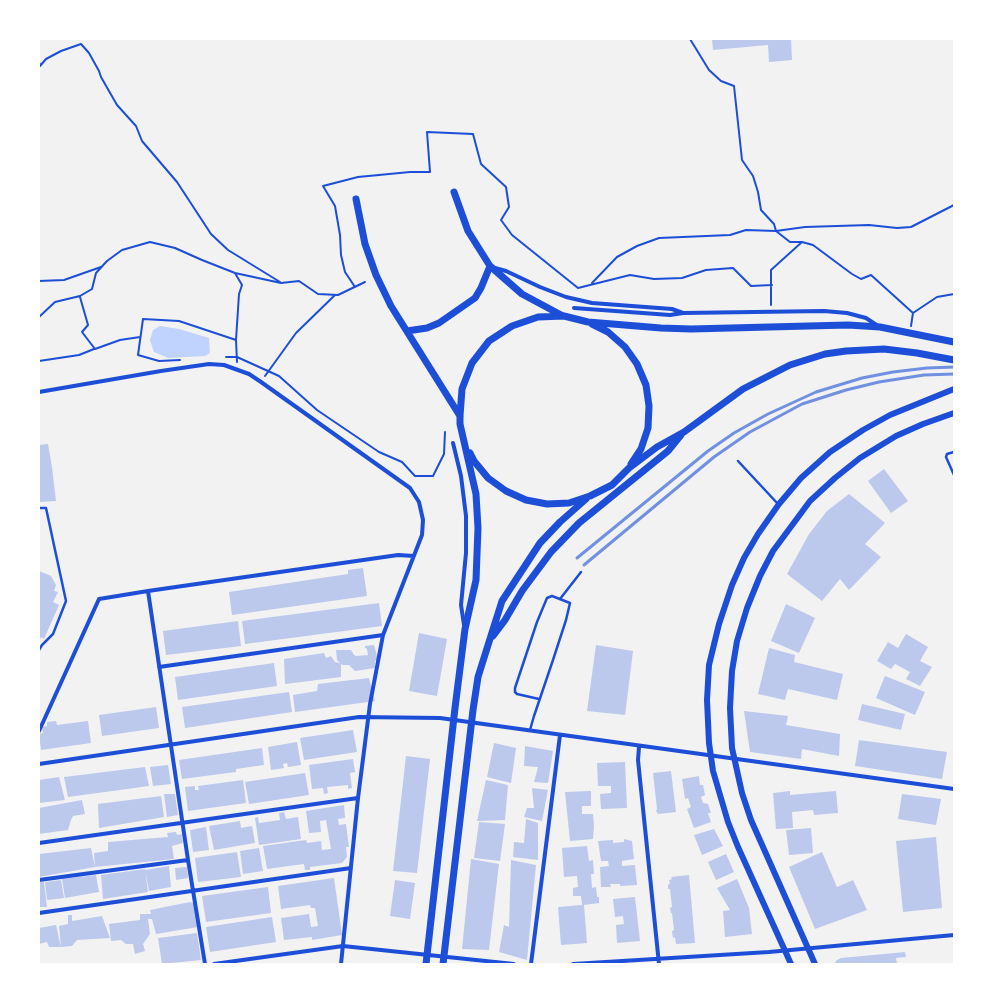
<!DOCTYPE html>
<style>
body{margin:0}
#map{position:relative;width:993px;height:1003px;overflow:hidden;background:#f2f2f2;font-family:"Source Sans 3",sans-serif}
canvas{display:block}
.frame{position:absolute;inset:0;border:40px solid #fff;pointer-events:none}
</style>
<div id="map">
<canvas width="993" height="1003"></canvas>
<div class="frame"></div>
</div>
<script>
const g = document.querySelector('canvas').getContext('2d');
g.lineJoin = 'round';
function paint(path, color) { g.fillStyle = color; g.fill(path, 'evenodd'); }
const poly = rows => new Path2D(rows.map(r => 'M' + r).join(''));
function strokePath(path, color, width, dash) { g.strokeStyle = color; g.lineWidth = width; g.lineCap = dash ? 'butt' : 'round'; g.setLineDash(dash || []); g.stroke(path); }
paint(poly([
 [160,326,179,329,209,338,210,353,205,356,168,358,154,352,150,340,153,330]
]), '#bfd3fe');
paint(poly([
 [712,39,791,39,792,60,769,62,768,45,713,50],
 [48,444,52,467,56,501,39,502,39,445],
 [884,469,908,501,891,513,868,481],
 [849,494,885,523,865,544,881,557,849,590,840,579,822,601,787,574,809,534,827,511],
 [363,568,367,596,232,615,229,592,348,574,348,570],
 [39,571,51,576,56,585,54,591,58,592,53,602,59,605,44,639,41,637,39,642],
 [379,603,382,626,245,644,242,621],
 [786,604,815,618,799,653,771,641],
 [238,621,241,646,166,655,163,631],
 [419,633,447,639,437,696,409,691],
 [906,634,928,647,920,661,932,667,920,686,906,679,910,672,895,664,891,669,877,661,888,642,898,648],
 [374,645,378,660,375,661,375,668,355,671,349,665,343,665,341,664,341,677,285,684,284,659,324,653,326,658,331,656,335,662,340,663,337,660,336,650,351,650,354,655,356,656,368,655,367,649,365,648,365,646],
 [596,645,633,651,625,715,587,711],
 [769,648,795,655,794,662,843,674,837,700,788,689,785,700,758,694],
 [274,663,277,686,178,700,175,677],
 [885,676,925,692,915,715,876,698],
 [369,678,375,701,295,712,293,695,317,691,318,684],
 [289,692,292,712,185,728,182,707],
 [862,704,905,714,901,730,858,720],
 [156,707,159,728,102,736,99,715],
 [744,711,788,716,786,725,840,734,839,756,802,749,801,759,750,752],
 [56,721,57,725,88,721,91,743,41,750,39,734,43,733,42,727,47,726,47,722],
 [353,730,357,752,304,760,300,738],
 [859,740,947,752,942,779,855,766],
 [297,742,301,765,288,767,287,763,283,764,284,768,271,770,268,747],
 [494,743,516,748,511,783,487,777],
 [525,746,553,751,548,783,534,782,538,767,524,766],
 [262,748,264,765,236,769,236,772,182,779,179,760],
 [406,756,430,759,417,873,393,871],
 [353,759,355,772,350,773,352,788,348,789,348,785,327,787,328,793,324,794,323,788,312,789,309,765],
 [625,762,627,808,601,809,600,794,611,793,611,786,598,786,597,763],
 [168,765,171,784,153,786,150,767],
 [145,767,149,786,68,797,64,777],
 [671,771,676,812,658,814,656,811,657,809,653,773],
 [305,773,309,795,249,804,245,782],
 [699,776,700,785,703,785,705,795,701,797,703,803,708,804,711,813,708,813,711,822,694,828,687,809,691,807,688,798,685,799,682,779],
 [59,777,65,800,39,803,39,780],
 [243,780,246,803,188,811,185,787,195,786,195,790,199,790,198,786],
 [486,780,508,785,505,820,477,821],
 [532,788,548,790,542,821,524,817,527,808,534,808],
 [591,791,591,806,582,806,582,814,593,814,594,826,593,839,570,841,565,792],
 [790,791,790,795,836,791,838,813,814,815,813,810,792,812,793,828,776,829,773,793],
 [164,794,175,794,178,815,167,817],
 [902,794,941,799,936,825,898,819],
 [161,796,164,817,99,828,98,804],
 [82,800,85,814,73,816,71,820,68,830,39,834,39,808],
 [344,805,345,818,338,819,339,825,346,824,349,847,346,847,347,857,342,863,310,867,310,870,305,870,304,864,267,869,263,846,306,840,307,843,321,841,322,850,331,849,326,820,320,821,321,832,309,833,306,811],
 [284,812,286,819,298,817,301,839,259,845,255,818,258,817,259,823,280,820,279,813],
 [526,819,538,823,538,860,513,857,514,842,524,843],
 [240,821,241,828,252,826,255,843,214,850,209,826],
 [479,822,505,824,500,861,474,858],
 [206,827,209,850,193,852,190,830],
 [811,828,813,853,789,855,786,830],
 [714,829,723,846,702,855,694,835],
 [176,832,177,835,182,834,183,843,172,846,174,859,95,867,94,853,108,851,108,842,168,837,167,833],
 [936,837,942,908,903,912,896,841],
 [624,839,632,841,634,859,622,861,622,866,635,865,637,885,620,886,620,884,610,884,611,887,601,887,600,867,609,866,608,861,601,861,598,841,613,840,613,843,624,842],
 [587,846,589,861,593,860,594,874,591,874,592,888,596,887,597,897,599,897,599,903,584,905,587,943,561,945,558,907,582,905,581,896,573,896,573,888,578,887,577,876,564,877,562,848],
 [91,848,95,867,39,877,39,854],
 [259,848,263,871,243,874,240,851],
 [237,852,241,877,198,882,195,858],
 [822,852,837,887,853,880,867,910,815,929,789,867],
 [726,854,734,872,716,880,708,862],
 [471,859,499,864,489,950,462,949],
 [511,860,536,865,527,960,499,952,504,925,509,927],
 [169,866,171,887,149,891,145,870],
 [187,867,188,878,176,880,175,868],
 [145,869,148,892,103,899,101,875],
 [96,875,99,892,65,898,62,879],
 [689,875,695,943,676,944,675,937,673,938,672,931,674,930,672,913,671,913,670,908,672,907,670,889,668,889,668,885,670,883,669,880,672,879,671,877],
 [334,878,342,935,312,940,312,937,284,940,281,918,309,914,311,927,318,926,315,908,311,908,310,905,281,909,278,886],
 [737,879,749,908,752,934,725,937,723,911,730,910,717,888],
 [61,880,64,898,47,900,45,882],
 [395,880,415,883,410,919,390,916],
 [39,882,44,882,47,907,39,907],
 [268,887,271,913,206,922,202,896],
 [635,897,640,941,617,943,616,925,624,924,623,916,615,917,613,899],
 [190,902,195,904,198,927,156,934,152,919,148,919,150,934,143,944,145,951,135,954,133,944,126,944,121,940,111,941,109,924,140,920,140,914,151,914,150,910],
 [68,915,72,915,72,921,102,916,110,938,77,940,72,946,61,947,59,926,68,924],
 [272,917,276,942,210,952,206,927],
 [56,925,61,947,49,947,47,942,39,944,39,928],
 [197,933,201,960,162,964,158,938],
 [905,952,906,957,896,958,897,964,834,964,837,960,841,958]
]), '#bdc9ec');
strokePath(poly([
 [39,62,40,66,46,59,61,51,81,44,89,53,99,71,101,77,117,105,136,126,142,141,177,182,211,234,228,250,280,282],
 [776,231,805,227,869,225,897,228,911,227,954,205],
 [776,231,790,242,802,242,813,245,852,274,861,279,871,275,913,313],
 [235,273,242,285,239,294,236,340],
 [39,281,64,280,101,267],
 [592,283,617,257,637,246,659,238,730,235,746,230,776,231,774,224,761,210,758,192,753,176,742,160,734,86,721,81,709,70,690,39],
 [355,287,345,272,341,255,340,235,335,206,323,186,358,177,410,172,430,172,427,132,473,134,481,164,506,187,509,207,501,220,512,235,578,288,630,275,654,279,682,278,706,270,733,268,751,286,772,285],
 [80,297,88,325,82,332,95,349,120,340,140,337],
 [771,305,771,270,802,242],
 [39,317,55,302,80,296,92,289,96,273,107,261,122,250,150,242,175,248,202,260,235,273,281,283,299,281,318,294,338,295,365,282],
 [911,326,913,313,937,297,954,294],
 [226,357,237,357,279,376,317,410,379,452,402,462,415,476,433,476,444,454,445,432],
 [39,361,79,355,94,349],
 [159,361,180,360],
 [159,361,138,355,143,319,179,321,236,340,237,362],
 [265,376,296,333,335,295]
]), '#1d4ed8', 2);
strokePath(poly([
 [954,452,947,454,946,457,954,475],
 [738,461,778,504],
 [39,508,46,508,66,601,53,634,42,645,39,650],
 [560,599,581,572],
 [530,730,534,716,553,660,566,620,570,603,552,596,547,598,537,622,515,688,515,692,517,694,539,699]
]), '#1d4ed8', 2.5);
strokePath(poly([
 [495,268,506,271,540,287,566,297,592,303,672,309,683,313,824,311,847,313,866,318,878,326],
 [574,308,670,315,683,313],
 [39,392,161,371,209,364,224,365,249,374,261,382,410,488,419,502,423,520,422,535,383,635,370,704,358,798,341,964],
 [453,443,461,476,466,516,466,553,461,605,464,625],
 [148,591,188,860,205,964],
 [159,667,383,635],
 [39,731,99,599,148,591,398,555,414,556],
 [639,747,638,760,659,964],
 [39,764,359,717,440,718,954,789],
 [39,843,358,798],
 [39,880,188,860],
 [39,913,351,868],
 [214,964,343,946,514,964],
 [531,964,560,735],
 [573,964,769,952,954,935]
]), '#1d4ed8', 4);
strokePath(poly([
 [791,964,738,847,728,822,713,771,709,743,707,700,709,665,719,624,732,585,744,558,758,534,779,504,801,478,830,452,863,430,890,415,954,389],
 [815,964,751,820,742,793,732,748,730,708,732,671,737,641,747,608,760,576,773,551,810,501,835,478,860,458,896,436,923,424,954,413]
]), '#1d4ed8', 6);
strokePath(poly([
 [454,192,468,231,490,266,522,294,563,316],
 [356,199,365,244,376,275,391,306,460,416],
 [592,324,608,332,625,347,637,364,646,385,649,406,648,428,641,449,631,464],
 [407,331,427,328,439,323,475,298,481,288,490,266],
 [470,453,474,461,488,478,506,491,526,500,547,504,569,503,590,496,612,485,629,468,657,447,684,432,743,389,790,365,825,354,846,351,884,349,917,353,954,360],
 [493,636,505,620,522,591,551,552,579,523,668,451,681,435],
 [426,964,455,708,465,629,476,580,478,528,476,494,460,424,460,416,462,389,472,363,489,341,512,326,538,317,564,316,588,322,661,328,691,329,848,325,880,327,954,342],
 [443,964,473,710,478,677,489,642,502,601,540,543,560,522,586,499]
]), '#1d4ed8', 7);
strokePath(poly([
 [577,558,708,451,734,433,768,414,816,392,862,378,893,372,927,368,954,367],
 [584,565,714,457,750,432,802,404,846,390,879,382,924,375,954,374]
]), '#7290e2', 3);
</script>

+ + + + +

• **What to work on**
Please report every line of the listing that contains the string "canvas".

• **Completed task**
canvas{display:block}
<canvas width="993" height="1003"></canvas>
const g = document.querySelector('canvas').getContext('2d');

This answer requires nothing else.